● **WHAT YOU SHOULD DO**:
Give back the full listing exactly, setting the pictures aside.

● **RECORDED INFORMATION**:
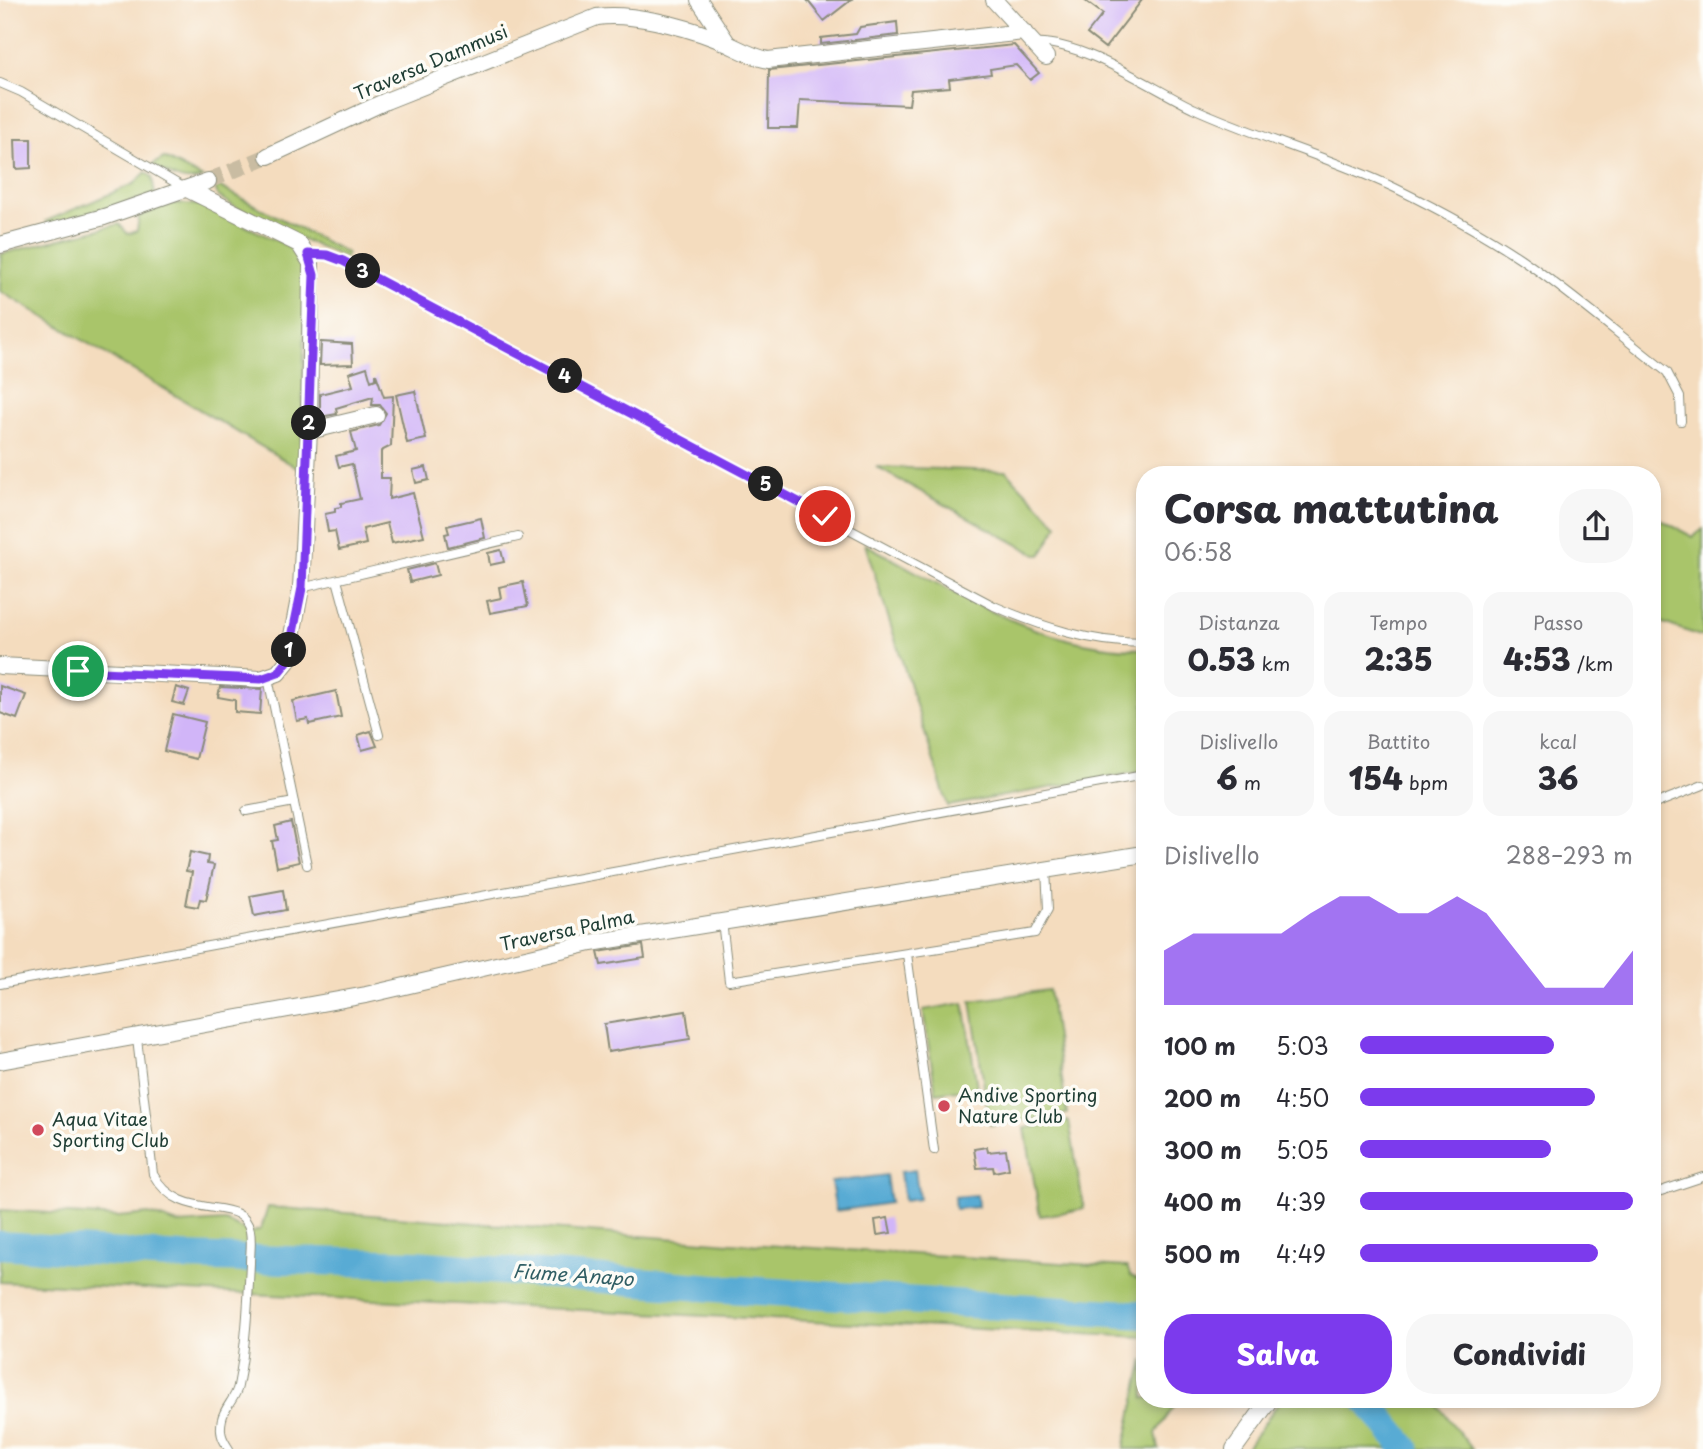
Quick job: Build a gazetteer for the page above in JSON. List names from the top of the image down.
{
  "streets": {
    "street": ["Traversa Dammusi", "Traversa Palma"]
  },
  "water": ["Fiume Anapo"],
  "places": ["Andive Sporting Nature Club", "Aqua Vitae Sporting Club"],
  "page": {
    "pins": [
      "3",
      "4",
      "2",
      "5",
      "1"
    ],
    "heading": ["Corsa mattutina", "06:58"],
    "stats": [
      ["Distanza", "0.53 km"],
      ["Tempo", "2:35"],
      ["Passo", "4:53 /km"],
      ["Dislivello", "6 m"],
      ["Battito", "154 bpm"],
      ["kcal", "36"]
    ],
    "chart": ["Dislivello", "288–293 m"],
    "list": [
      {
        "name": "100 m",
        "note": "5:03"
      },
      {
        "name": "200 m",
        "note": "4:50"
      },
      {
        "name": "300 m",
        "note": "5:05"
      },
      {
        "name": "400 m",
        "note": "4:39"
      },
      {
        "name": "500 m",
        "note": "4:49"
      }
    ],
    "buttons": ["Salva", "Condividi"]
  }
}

● **ANSWER TO THIS TASK**:
Quick job: Build a gazetteer for the page above in JSON. List names from the top of the image down.
{
  "streets": {
    "street": ["Traversa Dammusi", "Traversa Palma"]
  },
  "water": ["Fiume Anapo"],
  "places": ["Andive Sporting Nature Club", "Aqua Vitae Sporting Club"],
  "page": {
    "pins": [
      "3",
      "4",
      "2",
      "5",
      "1"
    ],
    "heading": ["Corsa mattutina", "06:58"],
    "stats": [
      ["Distanza", "0.53 km"],
      ["Tempo", "2:35"],
      ["Passo", "4:53 /km"],
      ["Dislivello", "6 m"],
      ["Battito", "154 bpm"],
      ["kcal", "36"]
    ],
    "chart": ["Dislivello", "288–293 m"],
    "list": [
      {
        "name": "100 m",
        "note": "5:03"
      },
      {
        "name": "200 m",
        "note": "4:50"
      },
      {
        "name": "300 m",
        "note": "5:05"
      },
      {
        "name": "400 m",
        "note": "4:39"
      },
      {
        "name": "500 m",
        "note": "4:49"
      }
    ],
    "buttons": ["Salva", "Condividi"]
  }
}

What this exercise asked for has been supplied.